- _SUPPLIED ENTRIES_:
*** Block opens ***
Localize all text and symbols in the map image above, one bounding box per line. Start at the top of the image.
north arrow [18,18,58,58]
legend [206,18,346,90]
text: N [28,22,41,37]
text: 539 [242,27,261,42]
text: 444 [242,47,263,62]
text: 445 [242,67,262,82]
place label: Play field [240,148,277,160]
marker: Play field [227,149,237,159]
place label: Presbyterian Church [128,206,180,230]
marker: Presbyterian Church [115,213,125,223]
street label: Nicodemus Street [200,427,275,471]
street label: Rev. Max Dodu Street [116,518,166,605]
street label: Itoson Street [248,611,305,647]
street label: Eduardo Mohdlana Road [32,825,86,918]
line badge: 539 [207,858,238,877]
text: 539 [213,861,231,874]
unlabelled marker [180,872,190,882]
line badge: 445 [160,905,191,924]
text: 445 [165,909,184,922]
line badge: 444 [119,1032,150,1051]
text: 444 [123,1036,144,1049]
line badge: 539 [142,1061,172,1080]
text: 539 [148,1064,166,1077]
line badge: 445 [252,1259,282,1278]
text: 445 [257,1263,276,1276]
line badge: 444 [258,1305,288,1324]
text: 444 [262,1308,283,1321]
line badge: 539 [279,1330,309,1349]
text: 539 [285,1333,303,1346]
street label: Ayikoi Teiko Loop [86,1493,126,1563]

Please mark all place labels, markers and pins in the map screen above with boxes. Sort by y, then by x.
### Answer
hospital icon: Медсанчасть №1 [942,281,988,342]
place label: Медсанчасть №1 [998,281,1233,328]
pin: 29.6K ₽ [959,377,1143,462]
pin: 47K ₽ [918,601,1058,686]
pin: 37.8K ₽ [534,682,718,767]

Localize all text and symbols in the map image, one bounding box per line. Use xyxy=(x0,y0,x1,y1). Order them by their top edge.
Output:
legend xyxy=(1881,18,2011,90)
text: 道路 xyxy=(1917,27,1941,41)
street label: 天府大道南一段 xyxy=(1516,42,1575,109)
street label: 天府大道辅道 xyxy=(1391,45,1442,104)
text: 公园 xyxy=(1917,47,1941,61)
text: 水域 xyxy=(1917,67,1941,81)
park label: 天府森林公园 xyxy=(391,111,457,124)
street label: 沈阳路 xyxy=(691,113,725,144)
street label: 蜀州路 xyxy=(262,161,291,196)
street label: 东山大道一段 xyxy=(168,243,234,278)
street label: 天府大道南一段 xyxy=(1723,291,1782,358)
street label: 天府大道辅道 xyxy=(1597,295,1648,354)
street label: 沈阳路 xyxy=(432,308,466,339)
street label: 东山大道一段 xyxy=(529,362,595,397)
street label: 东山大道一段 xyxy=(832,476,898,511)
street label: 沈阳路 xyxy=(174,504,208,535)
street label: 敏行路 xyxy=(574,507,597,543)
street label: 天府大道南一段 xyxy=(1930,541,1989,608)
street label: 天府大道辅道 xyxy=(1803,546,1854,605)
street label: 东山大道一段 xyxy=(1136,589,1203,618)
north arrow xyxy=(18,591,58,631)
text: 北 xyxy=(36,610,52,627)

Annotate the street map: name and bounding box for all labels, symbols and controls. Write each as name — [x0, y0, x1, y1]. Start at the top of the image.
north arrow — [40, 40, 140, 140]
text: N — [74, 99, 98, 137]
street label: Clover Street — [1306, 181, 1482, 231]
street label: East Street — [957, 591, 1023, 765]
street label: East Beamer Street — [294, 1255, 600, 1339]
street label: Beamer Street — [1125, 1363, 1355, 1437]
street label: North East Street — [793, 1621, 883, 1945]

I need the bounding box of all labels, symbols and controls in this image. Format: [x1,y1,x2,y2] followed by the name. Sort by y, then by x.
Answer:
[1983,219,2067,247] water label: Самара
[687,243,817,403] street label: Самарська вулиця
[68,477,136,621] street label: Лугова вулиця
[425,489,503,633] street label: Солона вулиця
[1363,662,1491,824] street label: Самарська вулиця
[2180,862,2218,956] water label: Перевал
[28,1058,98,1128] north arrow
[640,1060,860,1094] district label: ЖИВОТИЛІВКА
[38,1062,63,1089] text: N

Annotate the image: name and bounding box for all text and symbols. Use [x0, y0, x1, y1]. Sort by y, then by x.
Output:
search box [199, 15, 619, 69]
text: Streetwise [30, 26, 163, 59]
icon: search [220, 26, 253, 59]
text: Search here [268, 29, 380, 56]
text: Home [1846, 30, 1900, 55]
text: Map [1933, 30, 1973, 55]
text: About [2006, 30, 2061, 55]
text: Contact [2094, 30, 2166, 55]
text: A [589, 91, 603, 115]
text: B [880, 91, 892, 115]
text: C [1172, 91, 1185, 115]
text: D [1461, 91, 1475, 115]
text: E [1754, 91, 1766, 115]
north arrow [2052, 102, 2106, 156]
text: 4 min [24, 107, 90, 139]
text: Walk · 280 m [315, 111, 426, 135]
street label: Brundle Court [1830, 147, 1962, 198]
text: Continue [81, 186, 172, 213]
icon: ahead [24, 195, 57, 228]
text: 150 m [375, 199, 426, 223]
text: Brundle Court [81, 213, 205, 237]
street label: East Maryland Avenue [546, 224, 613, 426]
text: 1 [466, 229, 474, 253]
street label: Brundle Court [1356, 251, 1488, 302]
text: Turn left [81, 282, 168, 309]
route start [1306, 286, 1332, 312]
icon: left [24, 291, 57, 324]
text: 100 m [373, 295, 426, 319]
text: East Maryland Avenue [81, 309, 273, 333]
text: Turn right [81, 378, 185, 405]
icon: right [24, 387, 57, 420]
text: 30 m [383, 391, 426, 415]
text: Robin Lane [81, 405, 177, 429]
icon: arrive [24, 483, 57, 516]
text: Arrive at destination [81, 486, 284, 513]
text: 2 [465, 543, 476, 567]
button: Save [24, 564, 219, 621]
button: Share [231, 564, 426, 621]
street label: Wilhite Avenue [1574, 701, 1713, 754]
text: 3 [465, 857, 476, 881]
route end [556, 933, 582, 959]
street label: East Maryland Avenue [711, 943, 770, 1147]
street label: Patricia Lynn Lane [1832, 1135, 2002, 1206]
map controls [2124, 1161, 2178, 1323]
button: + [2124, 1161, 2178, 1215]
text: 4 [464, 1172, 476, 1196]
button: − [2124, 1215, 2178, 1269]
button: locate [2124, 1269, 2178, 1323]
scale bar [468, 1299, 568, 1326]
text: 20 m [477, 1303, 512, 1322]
*** Block closes ***
- _WORK INSTRUCTION_: Please restate the whole listing word for word.

- _RESULT OF THIS TASK_:
Localize all text and symbols in the map image above, one bounding box per line. Start at the top of the image.
north arrow [18,18,58,58]
legend [206,18,346,90]
text: N [28,22,41,37]
text: 539 [242,27,261,42]
text: 444 [242,47,263,62]
text: 445 [242,67,262,82]
place label: Play field [240,148,277,160]
marker: Play field [227,149,237,159]
place label: Presbyterian Church [128,206,180,230]
marker: Presbyterian Church [115,213,125,223]
street label: Nicodemus Street [200,427,275,471]
street label: Rev. Max Dodu Street [116,518,166,605]
street label: Itoson Street [248,611,305,647]
street label: Eduardo Mohdlana Road [32,825,86,918]
line badge: 539 [207,858,238,877]
text: 539 [213,861,231,874]
unlabelled marker [180,872,190,882]
line badge: 445 [160,905,191,924]
text: 445 [165,909,184,922]
line badge: 444 [119,1032,150,1051]
text: 444 [123,1036,144,1049]
line badge: 539 [142,1061,172,1080]
text: 539 [148,1064,166,1077]
line badge: 445 [252,1259,282,1278]
text: 445 [257,1263,276,1276]
line badge: 444 [258,1305,288,1324]
text: 444 [262,1308,283,1321]
line badge: 539 [279,1330,309,1349]
text: 539 [285,1333,303,1346]
street label: Ayikoi Teiko Loop [86,1493,126,1563]

Please mark all place labels, markers and pins in the map screen above with boxes. Sort by y, then by x.
### Answer
hospital icon: Медсанчасть №1 [942,281,988,342]
place label: Медсанчасть №1 [998,281,1233,328]
pin: 29.6K ₽ [959,377,1143,462]
pin: 47K ₽ [918,601,1058,686]
pin: 37.8K ₽ [534,682,718,767]

Localize all text and symbols in the map image, one bounding box per line. Use xyxy=(x0,y0,x1,y1). Order them by their top edge.
Output:
legend xyxy=(1881,18,2011,90)
text: 道路 xyxy=(1917,27,1941,41)
street label: 天府大道南一段 xyxy=(1516,42,1575,109)
street label: 天府大道辅道 xyxy=(1391,45,1442,104)
text: 公园 xyxy=(1917,47,1941,61)
text: 水域 xyxy=(1917,67,1941,81)
park label: 天府森林公园 xyxy=(391,111,457,124)
street label: 沈阳路 xyxy=(691,113,725,144)
street label: 蜀州路 xyxy=(262,161,291,196)
street label: 东山大道一段 xyxy=(168,243,234,278)
street label: 天府大道南一段 xyxy=(1723,291,1782,358)
street label: 天府大道辅道 xyxy=(1597,295,1648,354)
street label: 沈阳路 xyxy=(432,308,466,339)
street label: 东山大道一段 xyxy=(529,362,595,397)
street label: 东山大道一段 xyxy=(832,476,898,511)
street label: 沈阳路 xyxy=(174,504,208,535)
street label: 敏行路 xyxy=(574,507,597,543)
street label: 天府大道南一段 xyxy=(1930,541,1989,608)
street label: 天府大道辅道 xyxy=(1803,546,1854,605)
street label: 东山大道一段 xyxy=(1136,589,1203,618)
north arrow xyxy=(18,591,58,631)
text: 北 xyxy=(36,610,52,627)

Annotate the street map: name and bounding box for all labels, symbols and controls. Write each as name — [x0, y0, x1, y1]. Start at the top of the image.
north arrow — [40, 40, 140, 140]
text: N — [74, 99, 98, 137]
street label: Clover Street — [1306, 181, 1482, 231]
street label: East Street — [957, 591, 1023, 765]
street label: East Beamer Street — [294, 1255, 600, 1339]
street label: Beamer Street — [1125, 1363, 1355, 1437]
street label: North East Street — [793, 1621, 883, 1945]

I need the bounding box of all labels, symbols and controls in this image. Format: [x1,y1,x2,y2] followed by the name. Sort by y, then by x.
Answer:
[1983,219,2067,247] water label: Самара
[687,243,817,403] street label: Самарська вулиця
[68,477,136,621] street label: Лугова вулиця
[425,489,503,633] street label: Солона вулиця
[1363,662,1491,824] street label: Самарська вулиця
[2180,862,2218,956] water label: Перевал
[28,1058,98,1128] north arrow
[640,1060,860,1094] district label: ЖИВОТИЛІВКА
[38,1062,63,1089] text: N

Annotate the image: name and bounding box for all text and symbols. Use [x0, y0, x1, y1]. Sort by y, then by x.
Output:
search box [199, 15, 619, 69]
text: Streetwise [30, 26, 163, 59]
icon: search [220, 26, 253, 59]
text: Search here [268, 29, 380, 56]
text: Home [1846, 30, 1900, 55]
text: Map [1933, 30, 1973, 55]
text: About [2006, 30, 2061, 55]
text: Contact [2094, 30, 2166, 55]
text: A [589, 91, 603, 115]
text: B [880, 91, 892, 115]
text: C [1172, 91, 1185, 115]
text: D [1461, 91, 1475, 115]
text: E [1754, 91, 1766, 115]
north arrow [2052, 102, 2106, 156]
text: 4 min [24, 107, 90, 139]
text: Walk · 280 m [315, 111, 426, 135]
street label: Brundle Court [1830, 147, 1962, 198]
text: Continue [81, 186, 172, 213]
icon: ahead [24, 195, 57, 228]
text: 150 m [375, 199, 426, 223]
text: Brundle Court [81, 213, 205, 237]
street label: East Maryland Avenue [546, 224, 613, 426]
text: 1 [466, 229, 474, 253]
street label: Brundle Court [1356, 251, 1488, 302]
text: Turn left [81, 282, 168, 309]
route start [1306, 286, 1332, 312]
icon: left [24, 291, 57, 324]
text: 100 m [373, 295, 426, 319]
text: East Maryland Avenue [81, 309, 273, 333]
text: Turn right [81, 378, 185, 405]
icon: right [24, 387, 57, 420]
text: 30 m [383, 391, 426, 415]
text: Robin Lane [81, 405, 177, 429]
icon: arrive [24, 483, 57, 516]
text: Arrive at destination [81, 486, 284, 513]
text: 2 [465, 543, 476, 567]
button: Save [24, 564, 219, 621]
button: Share [231, 564, 426, 621]
street label: Wilhite Avenue [1574, 701, 1713, 754]
text: 3 [465, 857, 476, 881]
route end [556, 933, 582, 959]
street label: East Maryland Avenue [711, 943, 770, 1147]
street label: Patricia Lynn Lane [1832, 1135, 2002, 1206]
map controls [2124, 1161, 2178, 1323]
button: + [2124, 1161, 2178, 1215]
text: 4 [464, 1172, 476, 1196]
button: − [2124, 1215, 2178, 1269]
button: locate [2124, 1269, 2178, 1323]
scale bar [468, 1299, 568, 1326]
text: 20 m [477, 1303, 512, 1322]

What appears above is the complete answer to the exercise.